Comprehensive recovery requirements 

Modern cyber resilience requires more than just file or database recovery. Organizations need to ensure they can bring back their entire infrastructure stack, identity management and entire internal CRM tool or full application stack that runs your business. It's about bringing everything back to a state that allows people to continue doing business.

Be prepared 

Maintain offline, immutable backups—and test them often. It’s not enough to simply create backups—they must be protected, isolated, and proven to be recoverable.
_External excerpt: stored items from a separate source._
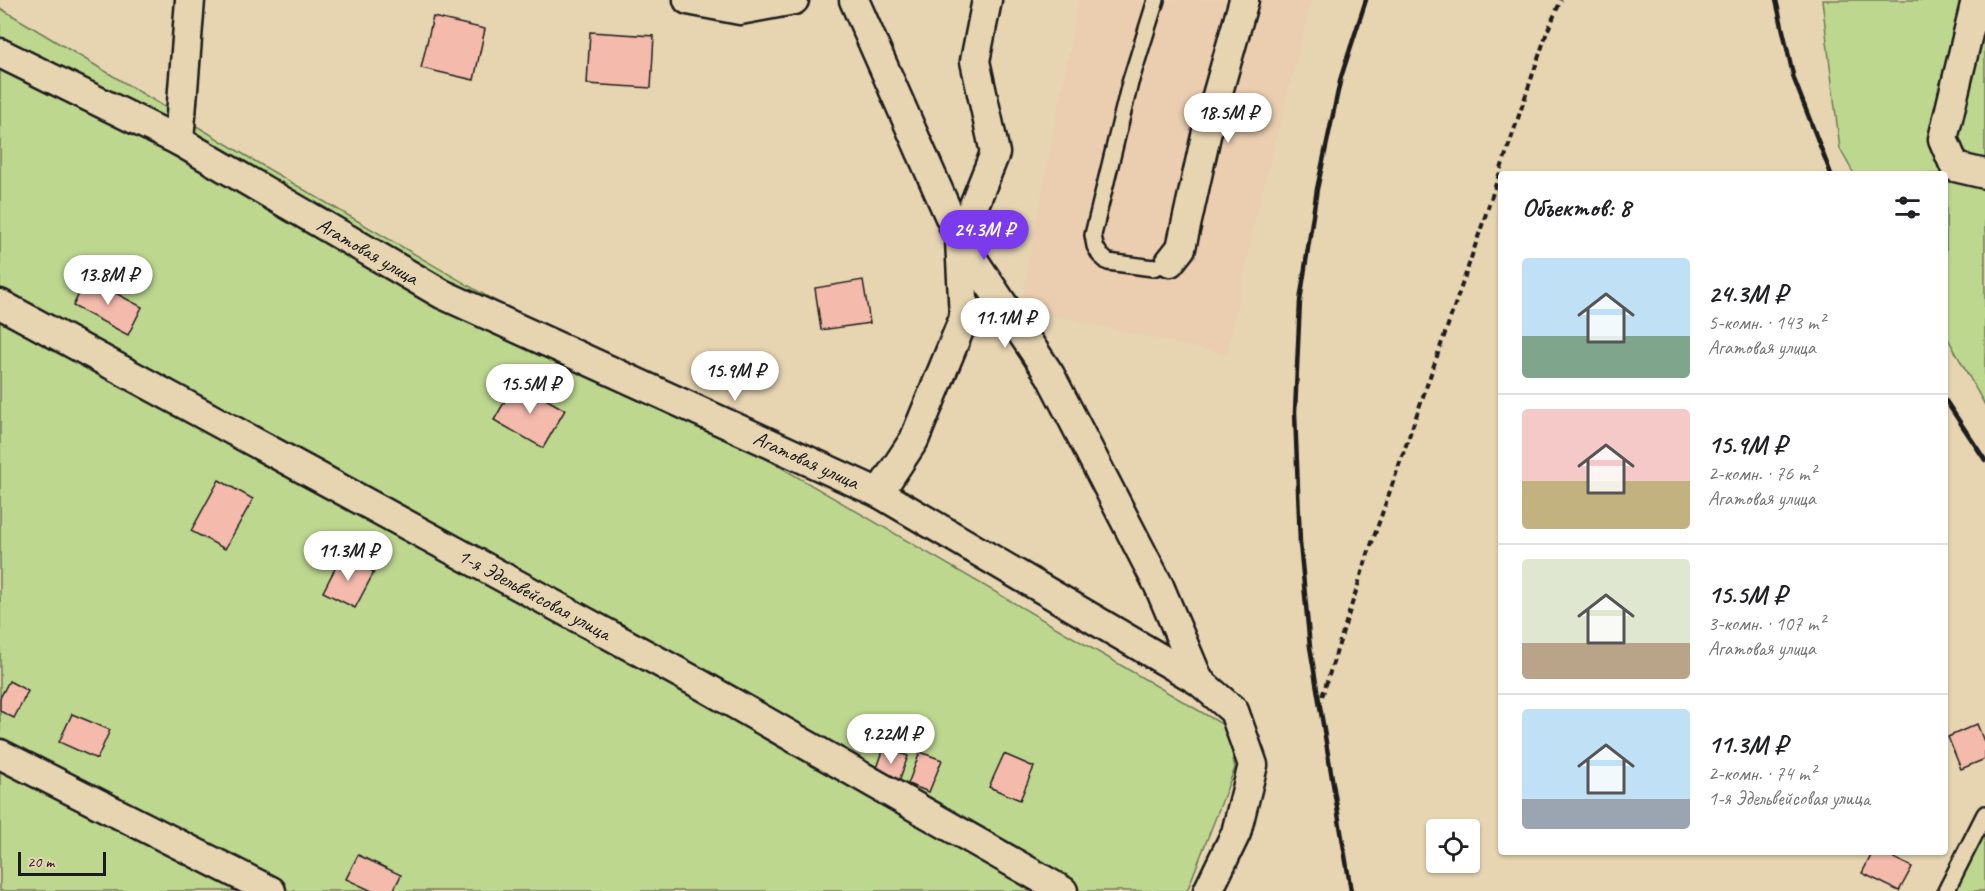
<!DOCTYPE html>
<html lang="ru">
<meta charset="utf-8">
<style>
:root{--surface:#fff;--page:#f2f2f2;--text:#202124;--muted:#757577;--line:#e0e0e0;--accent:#7c3aed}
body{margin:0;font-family:Caveat,sans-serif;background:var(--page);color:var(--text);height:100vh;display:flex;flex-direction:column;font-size:22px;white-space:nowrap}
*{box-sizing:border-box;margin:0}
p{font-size:20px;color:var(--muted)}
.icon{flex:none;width:33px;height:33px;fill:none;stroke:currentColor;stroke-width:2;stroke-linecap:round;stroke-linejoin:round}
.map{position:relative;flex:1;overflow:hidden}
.side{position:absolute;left:1498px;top:171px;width:450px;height:684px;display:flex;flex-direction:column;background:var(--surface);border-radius:6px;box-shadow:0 2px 4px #0004}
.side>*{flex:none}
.tools{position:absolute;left:1426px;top:819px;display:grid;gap:12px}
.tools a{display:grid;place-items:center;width:54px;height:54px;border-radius:6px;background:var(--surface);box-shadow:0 2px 4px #0004;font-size:30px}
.scale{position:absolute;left:18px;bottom:15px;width:88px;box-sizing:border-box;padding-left:6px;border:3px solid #1c1c1c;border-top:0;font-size:16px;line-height:21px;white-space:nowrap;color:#1c1c1c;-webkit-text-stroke:4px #e7d5b2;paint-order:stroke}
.price{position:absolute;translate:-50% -51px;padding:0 14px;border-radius:21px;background:#fff;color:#222;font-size:20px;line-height:39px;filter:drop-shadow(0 2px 3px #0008)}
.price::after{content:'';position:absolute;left:50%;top:36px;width:18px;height:14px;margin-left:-9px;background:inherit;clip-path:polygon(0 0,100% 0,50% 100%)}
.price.current{background:var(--accent);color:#fff}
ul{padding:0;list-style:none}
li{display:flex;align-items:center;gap:18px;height:150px;padding:0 24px}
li+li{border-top:2px solid var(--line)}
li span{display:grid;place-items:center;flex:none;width:168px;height:120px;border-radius:6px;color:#555}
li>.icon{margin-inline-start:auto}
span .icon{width:72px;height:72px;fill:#fffc;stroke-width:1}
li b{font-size:26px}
h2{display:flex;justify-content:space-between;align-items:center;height:72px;padding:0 24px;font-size:26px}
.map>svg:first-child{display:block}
.built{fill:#ebcdb0}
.green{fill:#bdd78f;stroke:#6c7a56;stroke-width:1.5}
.building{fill:#f4baac;stroke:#1c1c1c;stroke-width:1.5}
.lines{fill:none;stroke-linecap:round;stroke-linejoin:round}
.service-casing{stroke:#1c1c1c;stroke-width:20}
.minor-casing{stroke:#1c1c1c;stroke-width:33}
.path{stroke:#1c1c1c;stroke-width:4;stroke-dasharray:6 4.5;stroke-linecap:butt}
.service{stroke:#e7d5b2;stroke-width:15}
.minor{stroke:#e7d5b2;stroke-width:28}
.rail{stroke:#1c1c1c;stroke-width:4.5}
.labels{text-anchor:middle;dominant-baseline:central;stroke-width:4.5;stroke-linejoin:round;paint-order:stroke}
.street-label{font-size:21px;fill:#1c1c1c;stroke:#e7d5b2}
</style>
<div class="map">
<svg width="1985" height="891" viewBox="0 0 1985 891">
<rect width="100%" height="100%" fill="#e7d5b2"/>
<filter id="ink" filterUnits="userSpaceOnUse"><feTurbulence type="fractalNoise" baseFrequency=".0167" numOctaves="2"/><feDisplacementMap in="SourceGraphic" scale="12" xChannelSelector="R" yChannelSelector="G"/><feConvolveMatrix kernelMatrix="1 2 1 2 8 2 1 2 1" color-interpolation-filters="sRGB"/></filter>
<g filter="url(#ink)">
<!-- built -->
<polygon class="built" points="1079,0 1312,0 1255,221 1227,355 1020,308"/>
<!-- green -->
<g class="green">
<polygon points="1822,0 1985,0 1985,405 1946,335 1946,174 1854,174 1840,149"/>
<polygon points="0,8 258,163 1227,727 1235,768 1187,891 0,891"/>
<polygon points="1985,818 1985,891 1947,891"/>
</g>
<!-- building -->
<g class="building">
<polygon points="433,17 485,29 474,80 421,68"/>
<polygon points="590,32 654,36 651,88 587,84"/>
<polygon points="87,278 142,307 128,335 73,306"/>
<polygon points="863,280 870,323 821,330 815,288"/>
<polygon points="516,382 565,410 543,448 494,420"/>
<polygon points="219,480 253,499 225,549 191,531"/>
<polygon points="342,555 374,572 355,608 323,592"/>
<polygon points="9,681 28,691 14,718 0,711 0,698"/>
<polygon points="72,714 110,730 97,759 59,742"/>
<polygon points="1977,724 1985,744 1985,759 1961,769 1948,737"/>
<polygon points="884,748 908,756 899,781 875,774"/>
<polygon points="920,752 942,760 929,792 908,784"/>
<polygon points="1004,754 1034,767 1020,800 989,787"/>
<polygon points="1873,852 1882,852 1912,867 1899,891 1862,873"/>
<polygon points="358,855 401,875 393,891 372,891 346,879"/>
</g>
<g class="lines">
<defs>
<g id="service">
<polyline points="1156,0 1130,83 1093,235 1095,246 1100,255 1108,262 1153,268 1170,262"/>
<polyline points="1946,891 1985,814"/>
</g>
<g id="minor">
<polyline points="688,0 740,10 794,0"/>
<polyline points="854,0 960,240 1050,375 1159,586 1199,681"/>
<polyline points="1976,0 1943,139 1955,167 1985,174"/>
<path id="s1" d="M0,53L179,141L442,294L879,493L1199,681L1234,711L1253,765L1236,833L1208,891"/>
<polyline points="179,141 190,0"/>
<polyline points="1170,262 1181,248 1207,131 1244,0"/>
<path id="s2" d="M0,304L698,683L1063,891"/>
<polyline points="879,493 914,440 964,318 960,240 995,153 975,61 987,0"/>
<polyline points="0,754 271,891"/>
</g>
</defs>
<!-- service casing -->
<use href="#service" class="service-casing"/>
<!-- minor casing -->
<use href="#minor" class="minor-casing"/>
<!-- path -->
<polyline class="path" points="1319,706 1368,554 1464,279 1547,32 1561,0"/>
<!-- service -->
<use href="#service" class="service"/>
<!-- minor -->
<use href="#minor" class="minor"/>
<!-- rail -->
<g class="rail">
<polyline points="1776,0 1794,79 1831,174"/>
<polyline points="1946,401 1985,460"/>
<polyline points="1351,891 1310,647 1300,543 1295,412 1300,301 1317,189 1341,77 1366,0"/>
</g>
</g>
</g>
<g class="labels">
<!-- street labels -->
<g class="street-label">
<text stroke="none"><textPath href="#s1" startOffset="418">Агатовая улица</textPath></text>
<text stroke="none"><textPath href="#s1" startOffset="904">Агатовая улица</textPath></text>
<text stroke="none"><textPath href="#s2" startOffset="608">1-я Эдельвейсовая улица</textPath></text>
</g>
</g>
</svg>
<div class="tools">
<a><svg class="icon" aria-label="locate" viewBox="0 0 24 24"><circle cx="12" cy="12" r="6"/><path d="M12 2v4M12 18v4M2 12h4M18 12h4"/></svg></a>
</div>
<div class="scale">20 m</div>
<b class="price" style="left:1228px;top:144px">18.5M ₽</b>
<b class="price current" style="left:984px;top:261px">24.3M ₽</b>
<b class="price" style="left:108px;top:306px">13.8M ₽</b>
<b class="price" style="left:1005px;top:349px">11.1M ₽</b>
<b class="price" style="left:735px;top:402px">15.9M ₽</b>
<b class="price" style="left:530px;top:415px">15.5M ₽</b>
<b class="price" style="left:348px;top:582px">11.3M ₽</b>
<b class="price" style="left:891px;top:765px">9.22M ₽</b>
<section class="side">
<h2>Объектов: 8<svg class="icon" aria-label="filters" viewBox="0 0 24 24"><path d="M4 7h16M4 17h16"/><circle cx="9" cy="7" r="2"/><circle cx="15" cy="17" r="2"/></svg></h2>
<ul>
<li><span style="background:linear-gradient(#bfe0f5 65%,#7fa58c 0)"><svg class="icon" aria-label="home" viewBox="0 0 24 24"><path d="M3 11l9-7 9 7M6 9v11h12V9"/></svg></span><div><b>24.3M ₽</b><p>5-комн. · 143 m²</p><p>Агатовая улица</p></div></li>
<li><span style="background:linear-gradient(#f6c9c9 60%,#c2b280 0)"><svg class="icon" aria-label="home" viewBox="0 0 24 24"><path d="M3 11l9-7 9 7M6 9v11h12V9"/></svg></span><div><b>15.9M ₽</b><p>2-комн. · 76 m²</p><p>Агатовая улица</p></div></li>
<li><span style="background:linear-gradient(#dfe7d0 70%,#b9a48a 0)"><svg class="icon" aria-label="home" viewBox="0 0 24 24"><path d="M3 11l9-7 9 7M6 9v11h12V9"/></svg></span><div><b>15.5M ₽</b><p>3-комн. · 107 m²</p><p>Агатовая улица</p></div></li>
<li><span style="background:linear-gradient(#bfe0f5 75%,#9aa5b1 0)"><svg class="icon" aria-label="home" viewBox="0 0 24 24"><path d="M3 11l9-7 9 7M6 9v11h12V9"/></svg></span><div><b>11.3M ₽</b><p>2-комн. · 74 m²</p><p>1-я Эдельвейсовая улица</p></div></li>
</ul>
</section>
</div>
These are core capabilities of Cohesity Data Cloud, which includes our FortKnox vaulting solution. But true resilience comes from confidence that your data can be restored when it matters most. That’s why Cohesity encourages continuous testing and why our RecoveryAgent automates recovery validation to take the guesswork out of readiness. By routinely exercising these capabilities, organizations can turn backup strategy into a tested, trusted recovery plan.

Operation Winter SHIELD provides other practical tips to improve your organization’s cyber resilience. These tips include, "Track and retire end-of-life technology on a defined schedule," which applies to modernizing older storage infrastructure that is no longer actively supported by vendors as well as "Protect security logs and preserve for an appropriate time period," which immutable backup storage with longer retention can help with and do so cost-effectively.
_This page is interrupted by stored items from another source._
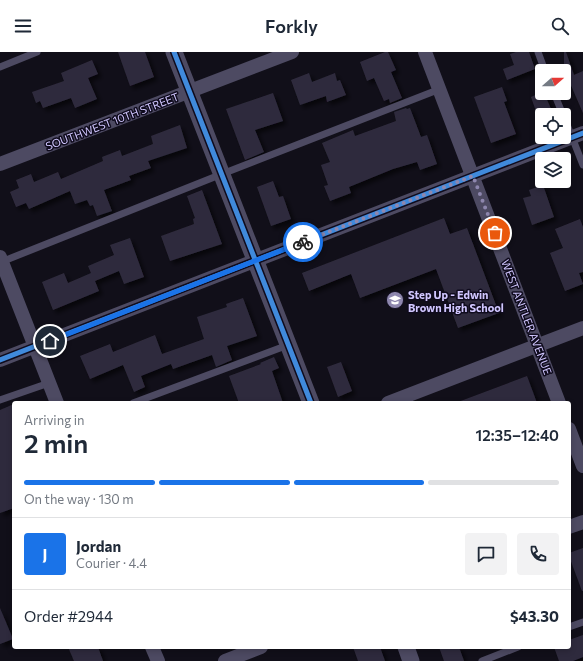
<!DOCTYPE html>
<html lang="en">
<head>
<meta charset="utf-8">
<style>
	body { margin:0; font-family:Commissioner,sans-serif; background:#f2f2f3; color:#1f2937; height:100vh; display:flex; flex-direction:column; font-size:15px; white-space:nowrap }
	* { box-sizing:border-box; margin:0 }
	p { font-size:13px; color:#747a83 }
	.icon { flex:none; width:22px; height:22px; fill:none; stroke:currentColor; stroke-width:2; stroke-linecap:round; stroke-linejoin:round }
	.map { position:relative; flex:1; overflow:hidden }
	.sheet { position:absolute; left:12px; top:349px; width:559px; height:248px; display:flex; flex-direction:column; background:#fff; border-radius:4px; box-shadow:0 2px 6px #0003 }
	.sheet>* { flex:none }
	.needle { width:26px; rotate:69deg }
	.tools { position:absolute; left:535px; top:12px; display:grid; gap:8px }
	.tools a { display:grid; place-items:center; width:36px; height:36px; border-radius:4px; background:#fff; box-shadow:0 2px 6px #0003; font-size:20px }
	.pin { position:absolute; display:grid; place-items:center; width:34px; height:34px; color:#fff; margin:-17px; border:2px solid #fff; border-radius:50%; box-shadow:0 1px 4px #0007 }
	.courier { position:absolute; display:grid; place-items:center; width:40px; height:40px; margin:-20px; border:3px solid #1a73e8; border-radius:50%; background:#fff; color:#222; box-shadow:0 1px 5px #0007 }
	.head em { font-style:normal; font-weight:600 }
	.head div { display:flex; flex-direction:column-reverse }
	.head { display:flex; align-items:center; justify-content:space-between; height:68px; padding:0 12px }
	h1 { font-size:26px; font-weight:600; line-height:30px }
	.bar { display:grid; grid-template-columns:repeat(4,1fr); gap:6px 4px; align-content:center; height:48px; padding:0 12px }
	.bar i { height:5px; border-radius:3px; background:#e0e1e3 }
	.bar .active { background:#1a73e8 }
	.bar p { grid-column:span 4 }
	.line { display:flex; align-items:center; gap:10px; padding:0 12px; border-top:1px solid #e0e1e3 }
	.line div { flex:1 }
	.round { display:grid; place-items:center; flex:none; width:42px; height:42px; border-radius:4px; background:#f2f2f3 }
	header { display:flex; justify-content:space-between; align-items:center; height:52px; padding:0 12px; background:#fff; font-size:18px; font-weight:600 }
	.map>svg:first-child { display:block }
	.building { fill:#2f2b3d; filter:url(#shadow) }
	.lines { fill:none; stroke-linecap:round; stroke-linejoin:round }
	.service { stroke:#4d4a62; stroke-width:7 }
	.minor { stroke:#4d4a62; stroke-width:14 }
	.tertiary { stroke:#4d4a62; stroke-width:17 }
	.cycleway-casing { stroke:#0f0b1d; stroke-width:8 }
	.cycleway { stroke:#408adc; stroke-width:5 }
	.done { stroke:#8e87ae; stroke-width:4; stroke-dasharray:0 7.2 }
	.route { stroke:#1a73e8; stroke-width:5 }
	.labels { text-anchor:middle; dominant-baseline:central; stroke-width:3; stroke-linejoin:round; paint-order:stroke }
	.street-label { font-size:11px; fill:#d1c7ff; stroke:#0f0b1d }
	.poi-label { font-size:11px; font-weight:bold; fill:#d1c7ff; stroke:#0f0b1d; text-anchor:start }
</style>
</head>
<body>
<header><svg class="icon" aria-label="menu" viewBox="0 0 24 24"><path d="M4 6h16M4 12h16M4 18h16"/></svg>Forkly<svg class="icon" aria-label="search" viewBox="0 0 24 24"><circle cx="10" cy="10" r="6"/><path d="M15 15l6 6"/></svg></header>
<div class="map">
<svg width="583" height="609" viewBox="0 0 583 609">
	<defs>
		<filter id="shadow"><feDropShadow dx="3.5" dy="3.5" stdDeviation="2" flood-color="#0009"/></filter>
	</defs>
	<rect width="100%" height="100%" fill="#110f19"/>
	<g class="building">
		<polygon points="118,0 145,0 154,25 130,34"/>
		<polygon points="385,0 388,0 396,18 391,20 402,46 390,51 389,47 384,49 374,26 367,29 360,10"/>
		<polygon points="516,0 529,0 535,17 507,28 503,17 514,13 510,2"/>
		<polygon points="564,0 566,0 574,23 583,19 583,61 570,31 564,33"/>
		<polygon points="92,8 98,22 88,26 97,47 75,56 71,46 43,56 40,49 36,51 32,40 64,29 61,21"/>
		<polygon points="309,21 312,30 335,21 337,29 340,28 346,43 327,50 326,44 300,53 291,28"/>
		<polygon points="502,35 507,49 504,50 516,82 491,91 474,45"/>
		<polygon points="542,40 544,41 552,59 538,65 531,45"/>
		<polygon points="273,41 283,69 255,78 264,100 245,108 226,57"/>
		<polygon points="406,56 407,57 410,56 421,85 427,83 437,112 420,118 417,110 393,117 349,135 351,141 330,149 324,134 328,133 321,113 330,110 322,91 353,78 355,84 396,69 394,60"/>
		<polygon points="180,73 187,96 148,109 151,116 129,124 131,128 104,138 112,159 97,164 93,153 90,154 87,148 75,152 70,139 29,157 26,151 16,155 10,140 19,136 16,128 31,122 34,130 58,120 61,127 103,109 102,105 120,98 122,104 153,92 151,84"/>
		<polygon points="273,129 279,145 283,144 291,167 271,174 257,135"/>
		<polygon points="543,133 554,165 532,173 523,146 531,144 529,138"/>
		<polygon points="202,138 222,192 170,209 161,184 194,172 193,167 195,166 187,144"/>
		<polygon points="444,166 450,182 467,176 499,261 458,276 436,217 360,246 351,222 309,239 302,221"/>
		<polygon points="580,167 583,175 583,220 579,221 583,232 565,239 550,201 563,196 555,177"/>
		<polygon points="130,186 144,225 124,232 119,219 95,229 99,239 53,258 42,230 64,221 68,231 91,221 88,214 114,203 110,193"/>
		<polygon points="243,246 257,284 227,294 232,308 216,315 212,303 173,317 171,312 141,324 145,335 134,340 123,313 90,327 80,304 110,292 113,300 155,283 162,302 204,287 197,265 227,255 226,252"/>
		<polygon points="274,305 279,316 272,319 283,351 239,351 229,324 261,312 260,311"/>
		<polygon points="341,310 352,339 338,345 327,315"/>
		<polygon points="527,324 537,351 458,351 458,350"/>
		<polygon points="14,352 14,456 0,461 0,358"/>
		<polygon points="583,496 583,539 582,539 569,504 569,501"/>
		<polygon points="0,556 13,587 0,592"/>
		<polygon points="583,583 583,605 573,609 559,609 554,595 569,595 569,588"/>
		<polygon points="68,595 98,595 103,609 74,609"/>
		<polygon points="353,595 380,595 385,609 358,609"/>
		<polygon points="439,595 459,595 464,609 444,609"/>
	</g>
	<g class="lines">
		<g class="service">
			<polyline points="538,0 545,19"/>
			<polyline points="0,15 37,0"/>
			<polyline points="554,41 563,63"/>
			<polyline points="564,65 583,113"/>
			<polyline points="1,210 222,122 440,37"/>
			<polyline points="0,348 49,331"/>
			<polyline points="133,351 288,293"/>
			<polyline points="569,575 583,570"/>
			<polyline points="482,609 518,595"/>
		</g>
		<g class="minor">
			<polyline points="425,0 559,351"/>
			<polyline points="0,112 292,0"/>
			<polyline points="0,205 57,351"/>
			<polyline points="0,308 583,81"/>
			<polyline points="388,351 583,276"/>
			<polyline points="569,377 583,414"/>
			<polyline points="569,475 583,470"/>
			<polyline points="152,595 158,609"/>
			<polyline points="225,609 261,595"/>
		</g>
		<g class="tertiary">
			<polyline points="174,0 311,351"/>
			<polyline points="406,595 411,609"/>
		</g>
		<g class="cycleway-casing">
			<g id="cycleway">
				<polyline points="174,0 311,351"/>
				<polyline points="0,308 583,81"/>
			</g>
		</g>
		<use href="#cycleway" class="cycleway"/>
	</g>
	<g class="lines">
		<polyline class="done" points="303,190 473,124 495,181"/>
		<polyline class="route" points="50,289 303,190"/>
	</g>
	<defs>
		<g id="school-disc" transform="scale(0.9)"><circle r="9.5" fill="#8e87ae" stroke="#0f0b1d"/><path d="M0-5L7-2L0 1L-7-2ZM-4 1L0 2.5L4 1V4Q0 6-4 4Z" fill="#fff"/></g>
	</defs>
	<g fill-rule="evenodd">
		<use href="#school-disc" x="395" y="248"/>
	</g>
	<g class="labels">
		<g class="street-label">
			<text transform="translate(112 69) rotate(-21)">SOUTHWEST 10TH STREET</text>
			<text transform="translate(527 265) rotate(69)">WEST ANTLER AVENUE</text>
		</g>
		<g class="poi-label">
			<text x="408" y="242">Step Up - Edwin<tspan x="408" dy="13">Brown High School</tspan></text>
		</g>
	</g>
</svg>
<div class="tools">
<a><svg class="needle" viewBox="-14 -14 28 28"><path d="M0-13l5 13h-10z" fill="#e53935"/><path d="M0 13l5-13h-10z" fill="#747a83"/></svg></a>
<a><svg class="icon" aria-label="locate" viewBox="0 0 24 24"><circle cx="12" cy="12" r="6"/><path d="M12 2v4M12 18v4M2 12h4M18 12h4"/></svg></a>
<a><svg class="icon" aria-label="layers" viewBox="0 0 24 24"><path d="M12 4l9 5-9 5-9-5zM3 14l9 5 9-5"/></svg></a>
</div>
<div class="pin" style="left:495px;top:181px;background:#ea580c"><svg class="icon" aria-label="bag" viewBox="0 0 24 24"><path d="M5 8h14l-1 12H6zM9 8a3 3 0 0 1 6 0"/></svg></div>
<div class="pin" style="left:50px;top:289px;background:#1f2937"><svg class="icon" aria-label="home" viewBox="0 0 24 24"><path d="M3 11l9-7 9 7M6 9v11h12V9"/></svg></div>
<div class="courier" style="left:303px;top:190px"><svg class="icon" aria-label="bike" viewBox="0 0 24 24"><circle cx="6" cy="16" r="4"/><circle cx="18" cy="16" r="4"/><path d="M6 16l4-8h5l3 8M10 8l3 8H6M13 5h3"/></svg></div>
<section class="sheet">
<div class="head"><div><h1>2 min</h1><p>Arriving in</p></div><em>12:35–12:40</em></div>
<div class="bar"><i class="active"></i><i class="active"></i><i class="active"></i><i></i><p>On the way · 130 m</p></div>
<div class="line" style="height:72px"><b class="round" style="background:#1a73e8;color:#fff">J</b><div><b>Jordan</b><p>Courier · 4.4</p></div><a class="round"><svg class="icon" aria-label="chat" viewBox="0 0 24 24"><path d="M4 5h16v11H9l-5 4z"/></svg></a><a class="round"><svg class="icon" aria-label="phone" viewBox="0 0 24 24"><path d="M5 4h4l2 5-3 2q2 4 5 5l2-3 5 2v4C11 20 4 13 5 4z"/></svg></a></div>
<div class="line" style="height:52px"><div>Order #2944</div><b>$43.30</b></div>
</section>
</div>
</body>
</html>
Remember, recovery is more than restoring data and technology. It’s about preparing people, too. Every stakeholder, from IT and security teams to executive leadership, needs to understand their role in the recovery process. Cohesity helps organizations put these plans into action through ransomware tabletop exercises that simulate real-world attacks and identify gaps before they become crises. Our experts lead these sessions directly with organizations with your teams to strengthen coordination, communication, and muscle memory for rapid response.

At the end of the day, cyber resilience is a journey, not a checkbox. Cohesity is proud to partner with companies every step of the way to help them safeguard data, streamline recovery, and strengthen confidence in their ability to withstand whatever comes next.